The paper also told of a member of the light rescue service’s own frantic search for his 21-year-old daughter and another man known to be with her at the time in the debris of his own home.
Later found dead, these were to be the only two people reportedly killed in the attack (although some reports say a third was also killed). More than a hundred others suffered injuries.
While wartime censorship meant the location of where the V-2 landed was only given as “southern England”, the dramatic impact the attack had on the surrounding West Hampstead neighbourhood was given in detail.
“One [house] had its roof blown off,” the paper reported, “[while] others had their chimney stacks blown into the roadway [and] in others, windows were blown and ceilings came down.”
Witnesses gave further accounts. Mr F. Harding described just coming into his home when “I was flung across the room and the windows blew in”.
Mrs Stock, meanwhile, said the cup of tea she was holding at the time was “blown out of her hand” and she was “thrown off her feet”.
Speaking to the Ham&High 70 years after surviving the blast, Liz Davies, now a library assistant at UCL, described her own lucky escape as a four-month-old baby.
Retelling the account told to her by her late mother, she said: “I was being looked after by my blind grandmother at my home in Gladys Road [in West Hampstead].
“A few minutes before the rocket hit, I apparently started crying in my cot, which was in a first floor room in the bay window at the front of the house.
“So my grandmother picked me up to cradle me. As she did, the rocket hit and my cot was covered in shards of glass from the broken windows. It was a lucky escape.
“My mother, who was working at the food office in Finchley Road at the time, had heard the rocket land and ran home.
“I remember her saying the nearer she got to our house, the worse the damage was.
“She found me sitting on my grandmother’s knee with us both completely covered in soot and the room covered in smashed glass.”
An eyewitness account in the book London 1945: Life in the Debris of War paints another picture of the scene left in the rocket’s wake.
Visiting the day after it had hit, a Mrs Gwladys Cox described “rows and rows of small houses [that] had been blasted from back to front; doors, windows, ceilings all gone”.

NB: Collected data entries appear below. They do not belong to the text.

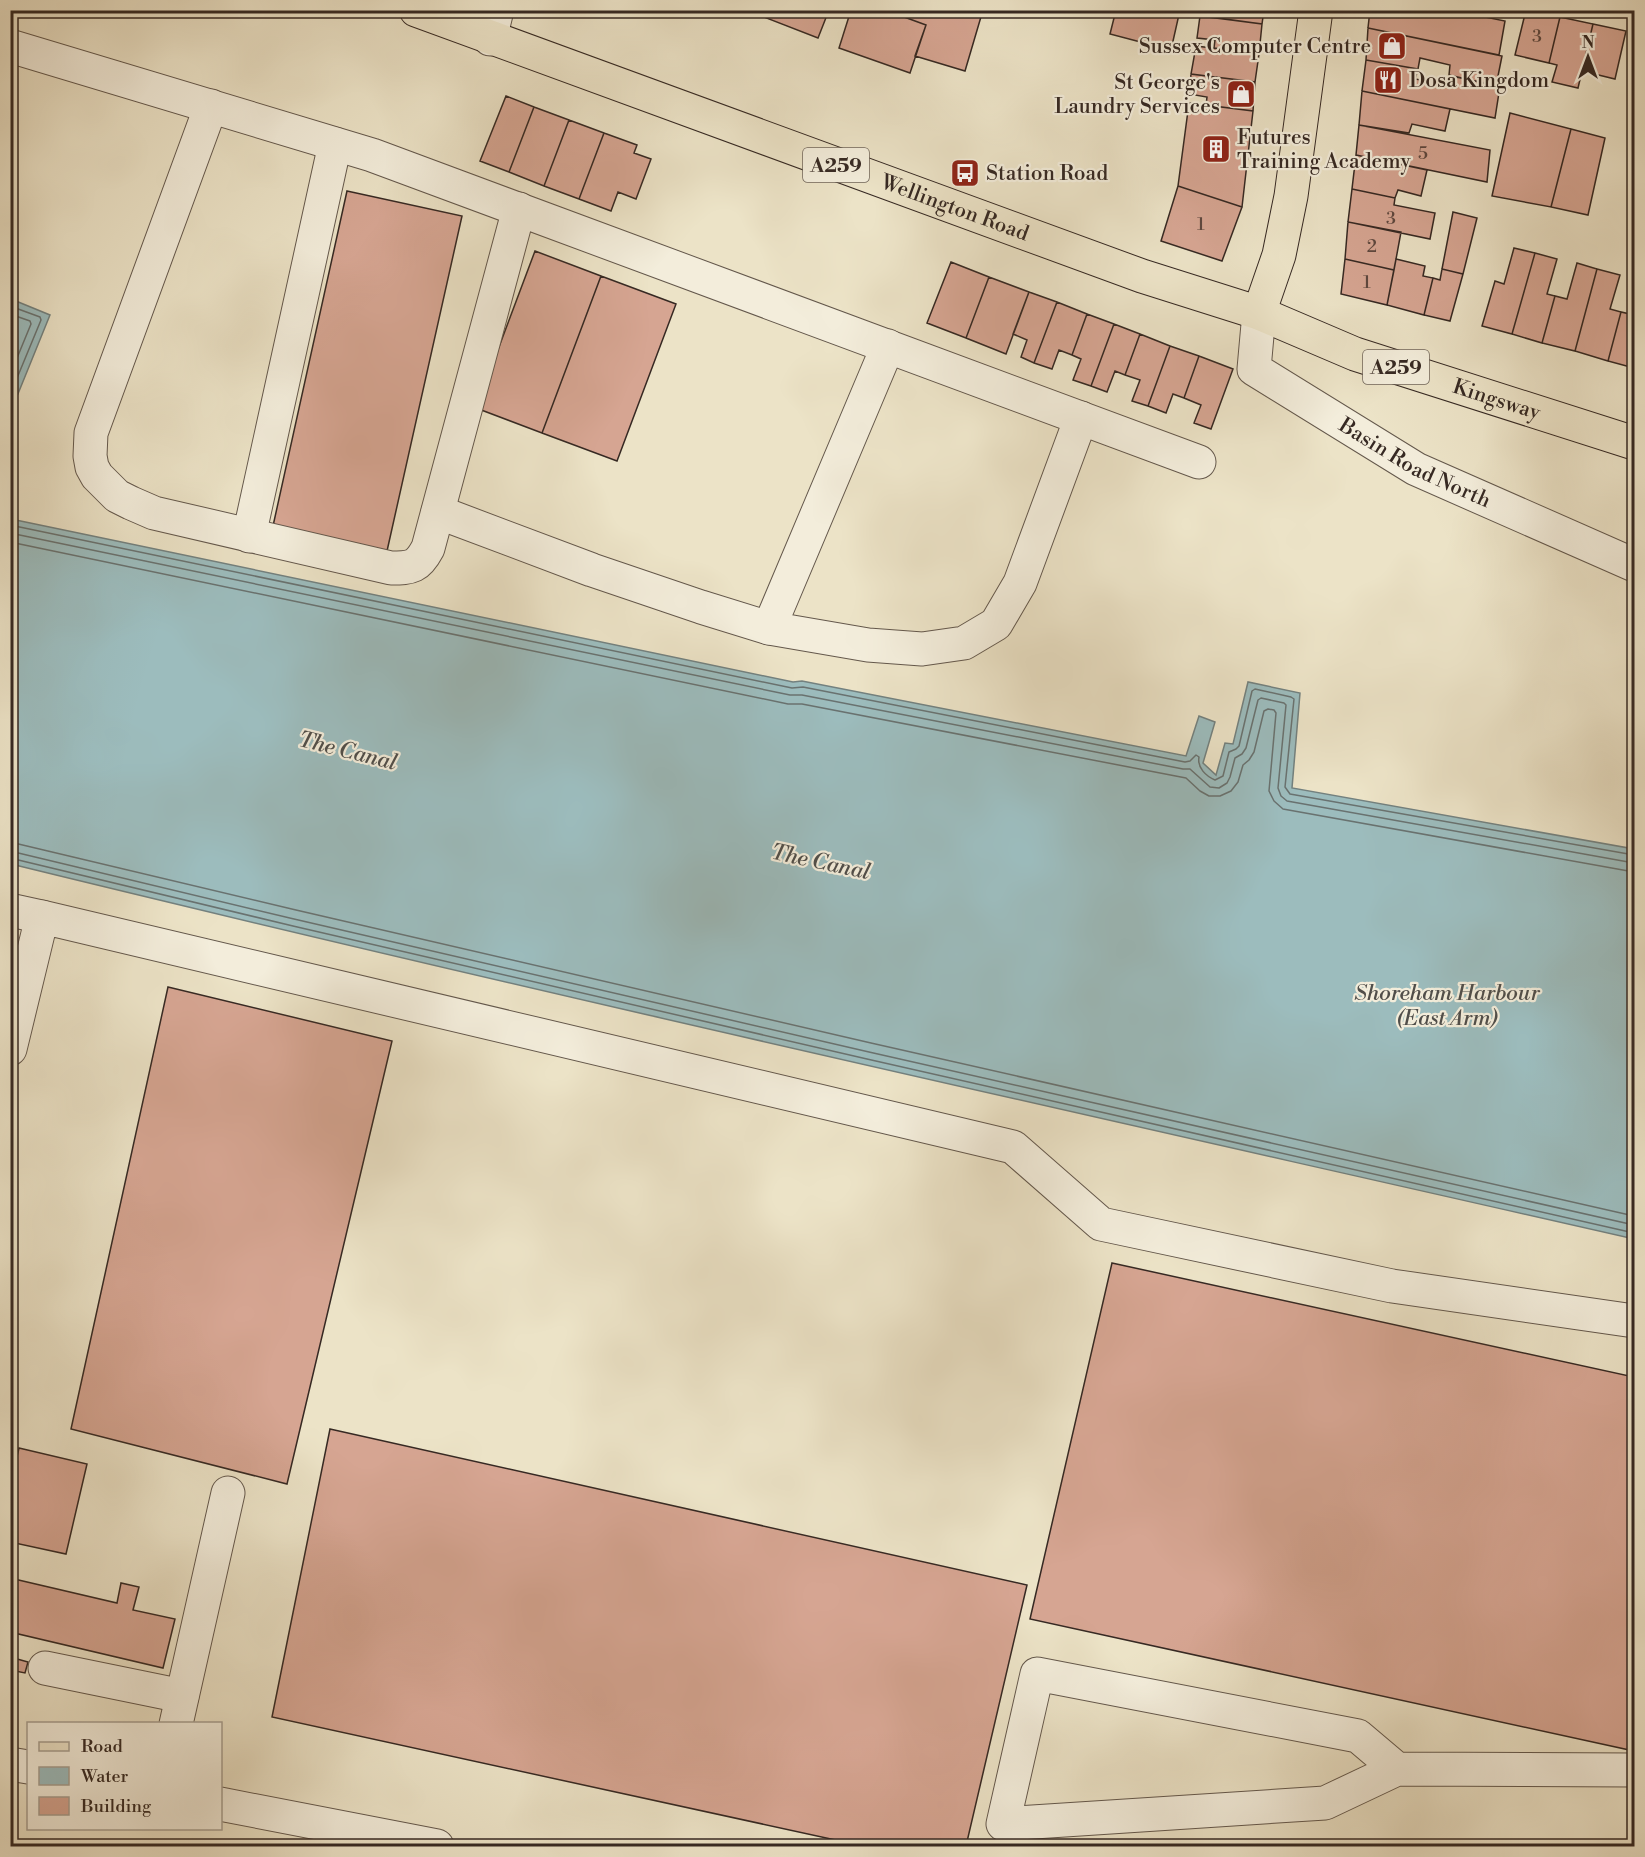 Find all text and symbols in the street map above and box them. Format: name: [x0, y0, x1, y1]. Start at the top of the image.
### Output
house number: 3: [1532, 25, 1542, 48]
north arrow: [1558, 27, 1618, 87]
shop icon: Sussex Computer Centre: [1376, 30, 1408, 62]
text: N: [1582, 33, 1595, 53]
place label: Sussex Computer Centre: [1139, 34, 1371, 60]
restaurant icon: Dosa Kingdom: [1372, 64, 1404, 96]
place label: Dosa Kingdom: [1409, 68, 1549, 94]
place label: St George's Laundry Services: [1054, 70, 1220, 120]
shop icon: St George's Laundry Services: [1225, 78, 1257, 110]
place label: Futures Training Academy: [1237, 125, 1411, 175]
building icon: Futures Training Academy: [1200, 133, 1232, 165]
house number: 5: [1418, 142, 1428, 165]
road number: A259: [803, 148, 869, 182]
bus stop icon: Station Road: [949, 157, 981, 189]
place label: Station Road: [986, 161, 1108, 187]
street label: Wellington Road: [876, 169, 1032, 247]
house number: 3: [1386, 207, 1396, 230]
house number: 1: [1197, 213, 1205, 236]
house number: 2: [1367, 235, 1377, 258]
house number: 1: [1363, 271, 1371, 294]
road number: A259: [1363, 350, 1429, 384]
street label: Kingsway: [1449, 374, 1544, 427]
street label: Basin Road North: [1333, 412, 1495, 515]
water label: The Canal: [296, 726, 400, 777]
water label: The Canal: [769, 839, 873, 886]
water label: Shoreham Harbour (East Arm): [1354, 980, 1540, 1032]
legend: [27, 1722, 222, 1830]
text: Road: [81, 1735, 124, 1758]
text: Water: [80, 1765, 129, 1788]
text: Building: [80, 1795, 152, 1818]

She added: “Whole families were out in the street standing beside the remains of their possessions, piled on the pavements waiting for the removal vans; heaps of rubble everywhere, pathetically showing bits of holly and Christmas decorations.”

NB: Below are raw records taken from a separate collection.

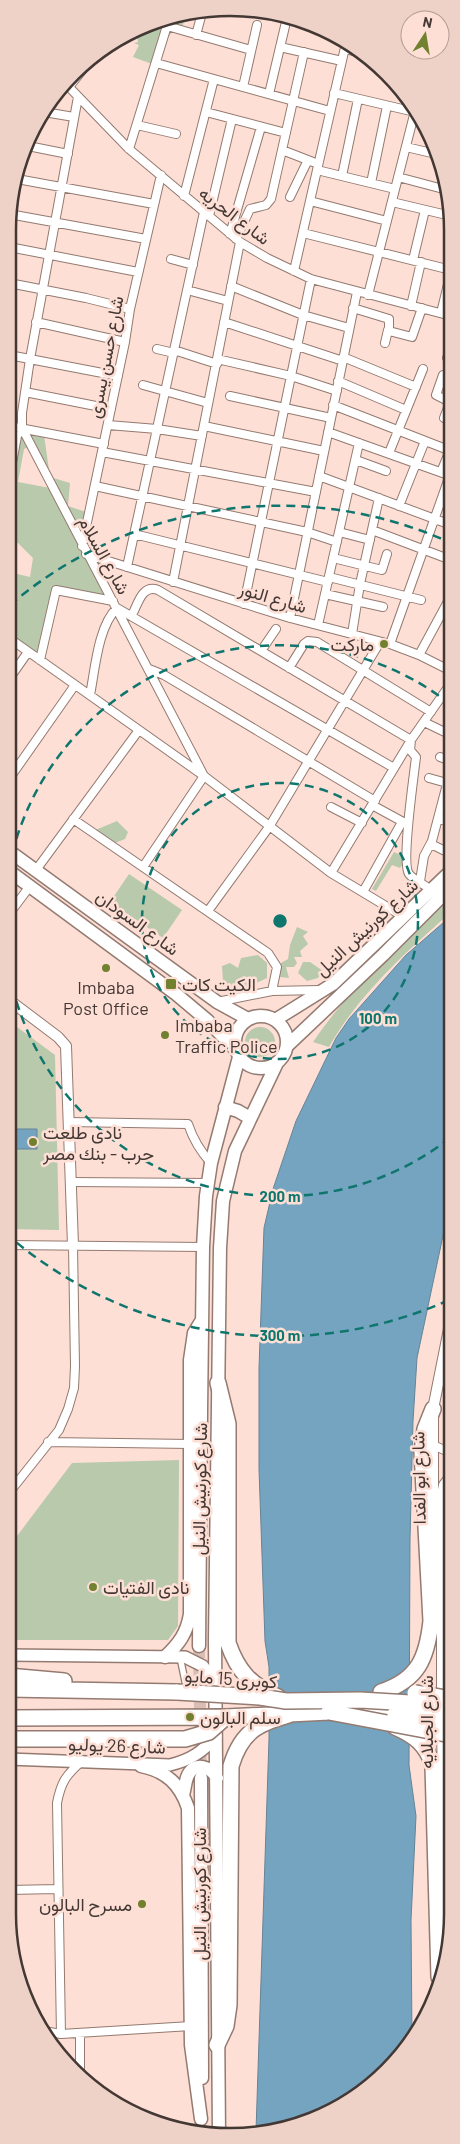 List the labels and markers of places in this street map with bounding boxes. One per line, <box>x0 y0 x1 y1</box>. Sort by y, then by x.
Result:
place label: ماركت <box>330 633 374 656</box>
marker: ماركت <box>378 638 390 650</box>
centre of rings <box>271 912 289 930</box>
marker: Imbaba Post Office <box>100 962 112 974</box>
place label: الکيت کات <box>182 973 256 995</box>
place label: Imbaba Post Office <box>63 976 149 1019</box>
marker: الکيت کات <box>164 977 178 991</box>
place label: Imbaba Traffic Police <box>175 1014 278 1057</box>
marker: Imbaba Traffic Police <box>159 1029 171 1041</box>
place label: نادى طلعت حرب - بنك مصر <box>42 1121 154 1165</box>
marker: نادى طلعت حرب - بنك مصر <box>27 1136 39 1148</box>
place label: نادى الفتيات <box>103 1576 190 1599</box>
marker: نادى الفتيات <box>87 1581 99 1593</box>
place label: سلم البالون <box>200 1706 281 1730</box>
marker: سلم البالون <box>184 1711 196 1723</box>
place label: مسرح البالون <box>39 1893 132 1917</box>
marker: مسرح البالون <box>136 1898 148 1910</box>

The descriptions of what happened that day add to other accounts of London’s experiences as the second most targeted city (after Antwerp).
Vacuums created on the impact of the more than 1,300 V-2 rockets to be fired at the capital were said to suck the soot out of the chimneys of entire streets “all at once”, while the blast would also cause glass to “quiver like flowing water” and create clouds of plaster dust or turn feathers from mattresses into “curious blooms”.
A few even reported seeing the supersonic rockets before they hit, describing something similar to a lightning bolt with a bright flash followed by a loud boom.
The attack on West Hampstead brought out a familiar war-time spirit in the neighbourhood, with free meals handed out and those made homeless aided by the authorities in seeking shelter.
In March 1945 Hampstead was victim twice more to Hitler’s last roll of the dice, with V-2 rockets striking near to the Borough Central Library and in Primrose Hill.
While estimates suggest some 2,750 were killed by V-2s landing in London, less well known were the 12,000 forced labourers killed making the rockets, many from concentration camps.
As British chess player and Enigma codebreaker Sir Stuart Milner-Barry noted of the V-2s: “In their obsession with this new type of war, the Germans lost their sense of reality.
“In reaching out after the future, they sacrificed the present.”